Holographic homogeneous superfluid on the sphere

TL;DR

This paper extends holographic superfluid models from flat to spherical geometries, revealing higher critical temperatures and analyzing phase transitions, stability, and dynamic modes on the sphere.

Contribution

It introduces the study of holographic superfluids on spherical topology, exploring phase transitions, stability, and quasi-normal modes in this new geometric setting.

Findings

Higher critical temperature for superfluid transition on the sphere

Identification of multiple stable solutions in black hole backgrounds

Discovery of three dynamic channels similar to planar superfluids

Abstract

In this paper, we extend the study of holographic superfluids from planar topology to spherical topology, inspired by recent studies on Bose-Einstein condensation (BEC) on shell-shaped geometry.
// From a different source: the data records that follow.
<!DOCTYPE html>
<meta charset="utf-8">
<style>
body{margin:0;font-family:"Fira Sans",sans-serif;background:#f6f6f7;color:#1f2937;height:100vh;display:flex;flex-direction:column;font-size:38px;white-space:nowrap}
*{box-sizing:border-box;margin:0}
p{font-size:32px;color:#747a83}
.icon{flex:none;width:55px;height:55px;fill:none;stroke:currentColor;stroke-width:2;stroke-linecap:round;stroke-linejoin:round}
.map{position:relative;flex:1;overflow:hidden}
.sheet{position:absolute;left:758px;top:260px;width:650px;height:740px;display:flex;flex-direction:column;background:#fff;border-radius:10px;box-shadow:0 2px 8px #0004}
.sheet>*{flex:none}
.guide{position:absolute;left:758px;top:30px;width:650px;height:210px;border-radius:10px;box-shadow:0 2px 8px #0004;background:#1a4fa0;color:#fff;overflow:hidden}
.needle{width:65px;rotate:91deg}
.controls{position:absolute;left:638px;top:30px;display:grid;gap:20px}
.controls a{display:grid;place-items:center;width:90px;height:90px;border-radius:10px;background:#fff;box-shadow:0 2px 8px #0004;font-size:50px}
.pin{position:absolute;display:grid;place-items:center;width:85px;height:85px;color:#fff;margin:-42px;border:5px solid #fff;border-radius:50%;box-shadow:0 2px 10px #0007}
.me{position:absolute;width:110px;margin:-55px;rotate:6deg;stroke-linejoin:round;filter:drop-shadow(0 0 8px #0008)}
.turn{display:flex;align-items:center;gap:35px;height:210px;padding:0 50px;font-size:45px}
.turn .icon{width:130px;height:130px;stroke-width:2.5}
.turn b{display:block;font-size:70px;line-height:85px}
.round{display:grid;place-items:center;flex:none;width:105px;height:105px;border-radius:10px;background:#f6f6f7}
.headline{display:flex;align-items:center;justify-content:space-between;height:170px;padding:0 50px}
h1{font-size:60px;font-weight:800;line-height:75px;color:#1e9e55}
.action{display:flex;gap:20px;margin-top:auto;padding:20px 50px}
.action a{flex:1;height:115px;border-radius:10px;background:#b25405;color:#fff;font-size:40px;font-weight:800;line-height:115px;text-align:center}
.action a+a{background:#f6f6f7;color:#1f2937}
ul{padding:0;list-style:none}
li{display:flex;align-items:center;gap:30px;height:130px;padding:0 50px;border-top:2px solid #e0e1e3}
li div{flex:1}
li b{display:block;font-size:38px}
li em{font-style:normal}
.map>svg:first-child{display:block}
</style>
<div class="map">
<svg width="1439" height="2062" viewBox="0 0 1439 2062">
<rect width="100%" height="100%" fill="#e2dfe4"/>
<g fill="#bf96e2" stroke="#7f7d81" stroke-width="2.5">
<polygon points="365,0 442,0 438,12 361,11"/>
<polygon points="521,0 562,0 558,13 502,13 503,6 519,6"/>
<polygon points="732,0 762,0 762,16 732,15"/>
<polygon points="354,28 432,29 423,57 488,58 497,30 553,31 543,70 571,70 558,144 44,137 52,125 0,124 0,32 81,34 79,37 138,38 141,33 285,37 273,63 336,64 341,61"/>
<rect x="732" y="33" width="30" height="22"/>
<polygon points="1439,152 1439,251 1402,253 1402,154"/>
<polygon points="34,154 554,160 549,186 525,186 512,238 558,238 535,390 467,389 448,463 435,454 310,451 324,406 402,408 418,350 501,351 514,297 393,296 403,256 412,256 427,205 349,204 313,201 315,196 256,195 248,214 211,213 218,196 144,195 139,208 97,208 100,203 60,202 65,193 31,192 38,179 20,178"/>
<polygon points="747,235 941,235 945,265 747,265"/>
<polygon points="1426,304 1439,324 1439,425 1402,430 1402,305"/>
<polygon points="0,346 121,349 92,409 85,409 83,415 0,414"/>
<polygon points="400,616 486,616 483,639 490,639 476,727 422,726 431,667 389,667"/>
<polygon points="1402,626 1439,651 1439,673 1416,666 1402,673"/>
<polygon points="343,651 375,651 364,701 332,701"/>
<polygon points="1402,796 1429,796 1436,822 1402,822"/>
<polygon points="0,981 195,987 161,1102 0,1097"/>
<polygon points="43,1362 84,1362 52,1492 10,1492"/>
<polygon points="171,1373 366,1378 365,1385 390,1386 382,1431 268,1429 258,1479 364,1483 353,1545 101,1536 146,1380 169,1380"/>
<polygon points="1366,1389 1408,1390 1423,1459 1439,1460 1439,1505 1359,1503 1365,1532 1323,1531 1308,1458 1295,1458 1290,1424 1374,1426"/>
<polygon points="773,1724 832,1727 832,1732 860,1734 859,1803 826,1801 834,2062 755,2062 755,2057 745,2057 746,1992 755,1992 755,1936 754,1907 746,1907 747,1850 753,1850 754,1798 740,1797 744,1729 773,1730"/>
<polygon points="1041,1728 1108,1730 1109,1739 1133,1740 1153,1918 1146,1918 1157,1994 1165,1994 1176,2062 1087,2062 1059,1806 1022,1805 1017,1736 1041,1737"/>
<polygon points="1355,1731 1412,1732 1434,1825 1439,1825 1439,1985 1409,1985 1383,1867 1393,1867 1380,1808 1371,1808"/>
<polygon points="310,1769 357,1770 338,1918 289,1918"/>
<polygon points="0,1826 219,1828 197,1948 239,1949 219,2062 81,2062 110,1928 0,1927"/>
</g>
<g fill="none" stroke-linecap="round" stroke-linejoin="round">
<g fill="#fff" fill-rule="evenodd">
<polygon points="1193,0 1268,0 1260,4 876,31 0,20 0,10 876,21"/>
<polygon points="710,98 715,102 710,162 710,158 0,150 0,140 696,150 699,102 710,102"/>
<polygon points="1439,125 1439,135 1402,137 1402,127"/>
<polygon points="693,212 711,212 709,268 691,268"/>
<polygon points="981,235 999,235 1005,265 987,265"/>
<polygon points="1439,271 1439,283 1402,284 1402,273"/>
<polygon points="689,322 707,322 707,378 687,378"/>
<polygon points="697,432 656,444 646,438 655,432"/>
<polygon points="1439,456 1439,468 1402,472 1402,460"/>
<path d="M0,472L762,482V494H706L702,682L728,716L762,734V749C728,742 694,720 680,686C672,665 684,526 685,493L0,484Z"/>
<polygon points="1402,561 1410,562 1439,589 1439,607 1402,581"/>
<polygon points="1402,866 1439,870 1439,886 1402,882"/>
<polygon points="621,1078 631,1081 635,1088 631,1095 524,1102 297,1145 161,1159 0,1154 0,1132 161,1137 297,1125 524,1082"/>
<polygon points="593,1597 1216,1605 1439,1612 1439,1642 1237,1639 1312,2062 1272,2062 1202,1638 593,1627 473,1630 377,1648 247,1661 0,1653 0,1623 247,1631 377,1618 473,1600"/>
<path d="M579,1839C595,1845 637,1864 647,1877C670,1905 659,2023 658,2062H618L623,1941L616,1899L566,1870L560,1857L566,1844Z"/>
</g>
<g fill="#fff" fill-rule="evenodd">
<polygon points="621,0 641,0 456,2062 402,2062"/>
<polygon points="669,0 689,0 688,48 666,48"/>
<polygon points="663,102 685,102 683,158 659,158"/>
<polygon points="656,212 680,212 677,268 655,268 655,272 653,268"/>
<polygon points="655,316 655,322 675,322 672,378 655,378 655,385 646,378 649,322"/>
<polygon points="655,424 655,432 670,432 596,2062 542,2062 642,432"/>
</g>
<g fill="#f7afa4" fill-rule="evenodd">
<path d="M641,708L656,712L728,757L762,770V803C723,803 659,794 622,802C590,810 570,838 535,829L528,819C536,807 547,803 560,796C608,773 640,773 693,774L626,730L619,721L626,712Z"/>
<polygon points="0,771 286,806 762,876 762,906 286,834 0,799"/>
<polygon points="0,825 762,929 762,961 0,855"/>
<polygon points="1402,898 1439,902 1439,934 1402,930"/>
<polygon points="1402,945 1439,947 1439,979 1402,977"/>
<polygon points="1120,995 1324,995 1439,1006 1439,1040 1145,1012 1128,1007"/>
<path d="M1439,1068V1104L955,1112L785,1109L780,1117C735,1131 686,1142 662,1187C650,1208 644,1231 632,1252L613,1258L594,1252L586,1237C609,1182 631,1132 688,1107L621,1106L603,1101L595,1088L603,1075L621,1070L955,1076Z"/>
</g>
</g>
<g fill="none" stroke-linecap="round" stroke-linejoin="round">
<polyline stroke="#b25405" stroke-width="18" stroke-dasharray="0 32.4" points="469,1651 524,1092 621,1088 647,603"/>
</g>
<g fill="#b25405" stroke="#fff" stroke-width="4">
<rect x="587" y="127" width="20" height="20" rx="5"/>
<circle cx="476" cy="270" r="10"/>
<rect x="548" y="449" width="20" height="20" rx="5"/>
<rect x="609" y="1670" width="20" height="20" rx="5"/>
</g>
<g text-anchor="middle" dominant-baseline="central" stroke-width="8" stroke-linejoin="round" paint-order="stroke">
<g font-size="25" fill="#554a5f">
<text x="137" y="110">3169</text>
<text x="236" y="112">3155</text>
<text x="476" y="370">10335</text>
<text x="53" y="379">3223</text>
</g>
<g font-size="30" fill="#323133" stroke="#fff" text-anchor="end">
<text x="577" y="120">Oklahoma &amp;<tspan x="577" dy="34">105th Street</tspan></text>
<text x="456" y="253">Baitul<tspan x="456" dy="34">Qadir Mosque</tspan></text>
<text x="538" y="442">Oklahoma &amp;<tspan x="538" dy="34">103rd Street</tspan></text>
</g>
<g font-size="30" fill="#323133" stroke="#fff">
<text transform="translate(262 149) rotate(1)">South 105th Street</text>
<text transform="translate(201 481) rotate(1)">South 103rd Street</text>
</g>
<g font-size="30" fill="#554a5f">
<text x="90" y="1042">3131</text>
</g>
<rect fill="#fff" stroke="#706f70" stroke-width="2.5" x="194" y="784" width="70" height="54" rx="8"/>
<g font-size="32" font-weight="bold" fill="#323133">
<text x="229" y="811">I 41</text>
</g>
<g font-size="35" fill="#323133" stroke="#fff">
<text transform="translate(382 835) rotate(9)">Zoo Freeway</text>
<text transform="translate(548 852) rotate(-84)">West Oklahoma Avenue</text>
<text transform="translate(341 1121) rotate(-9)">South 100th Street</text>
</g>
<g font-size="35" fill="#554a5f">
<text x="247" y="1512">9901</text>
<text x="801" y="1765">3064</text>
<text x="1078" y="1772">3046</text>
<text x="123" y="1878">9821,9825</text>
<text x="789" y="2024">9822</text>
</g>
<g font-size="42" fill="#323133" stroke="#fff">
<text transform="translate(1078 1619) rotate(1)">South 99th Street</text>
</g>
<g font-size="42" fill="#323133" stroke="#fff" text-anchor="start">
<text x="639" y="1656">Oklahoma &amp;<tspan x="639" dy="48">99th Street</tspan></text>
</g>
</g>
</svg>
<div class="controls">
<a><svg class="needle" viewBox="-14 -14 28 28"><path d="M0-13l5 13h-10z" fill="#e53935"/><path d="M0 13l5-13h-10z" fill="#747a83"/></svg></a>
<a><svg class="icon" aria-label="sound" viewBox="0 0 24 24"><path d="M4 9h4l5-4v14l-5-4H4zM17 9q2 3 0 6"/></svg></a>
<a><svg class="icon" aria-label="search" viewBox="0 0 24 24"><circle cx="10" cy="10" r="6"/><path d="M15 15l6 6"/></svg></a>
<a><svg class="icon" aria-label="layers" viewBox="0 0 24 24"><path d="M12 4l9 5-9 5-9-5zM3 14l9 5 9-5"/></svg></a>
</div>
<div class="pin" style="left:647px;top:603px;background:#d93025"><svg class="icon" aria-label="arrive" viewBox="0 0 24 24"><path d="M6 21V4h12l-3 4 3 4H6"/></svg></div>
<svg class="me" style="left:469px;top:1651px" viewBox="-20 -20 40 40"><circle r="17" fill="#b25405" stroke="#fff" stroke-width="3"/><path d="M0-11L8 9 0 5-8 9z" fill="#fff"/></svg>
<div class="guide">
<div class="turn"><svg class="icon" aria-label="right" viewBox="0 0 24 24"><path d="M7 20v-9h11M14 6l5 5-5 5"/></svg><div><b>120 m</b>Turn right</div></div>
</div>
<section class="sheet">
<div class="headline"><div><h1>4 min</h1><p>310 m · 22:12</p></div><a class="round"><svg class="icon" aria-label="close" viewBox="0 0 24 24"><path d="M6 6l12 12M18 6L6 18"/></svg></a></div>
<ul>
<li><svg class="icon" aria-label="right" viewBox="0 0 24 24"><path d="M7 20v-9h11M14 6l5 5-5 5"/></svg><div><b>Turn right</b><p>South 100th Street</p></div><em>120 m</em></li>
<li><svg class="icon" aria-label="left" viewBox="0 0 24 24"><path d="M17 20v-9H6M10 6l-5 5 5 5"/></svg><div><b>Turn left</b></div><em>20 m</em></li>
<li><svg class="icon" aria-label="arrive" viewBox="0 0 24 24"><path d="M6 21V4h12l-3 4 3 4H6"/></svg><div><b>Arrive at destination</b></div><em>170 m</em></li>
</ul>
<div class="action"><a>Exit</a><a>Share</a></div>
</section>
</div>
We investigate the superfluid phase transition from normal fluid and its Quasi-Normal Modes (QNMs) on the sphere. It turns out that the critical temperature for the superfluid phase transition on the sphere is higher than that in the planar case. We investigated four different solutions in the backgrounds of large and small black holes. The calculation of free energy selects the most stable solution. Finally, after calculating the quasi-normal modes and their dynamic behavior, we obtained three different channels similar to the planar superfluid case, along with the ``first" hydrodynamic excitation mode.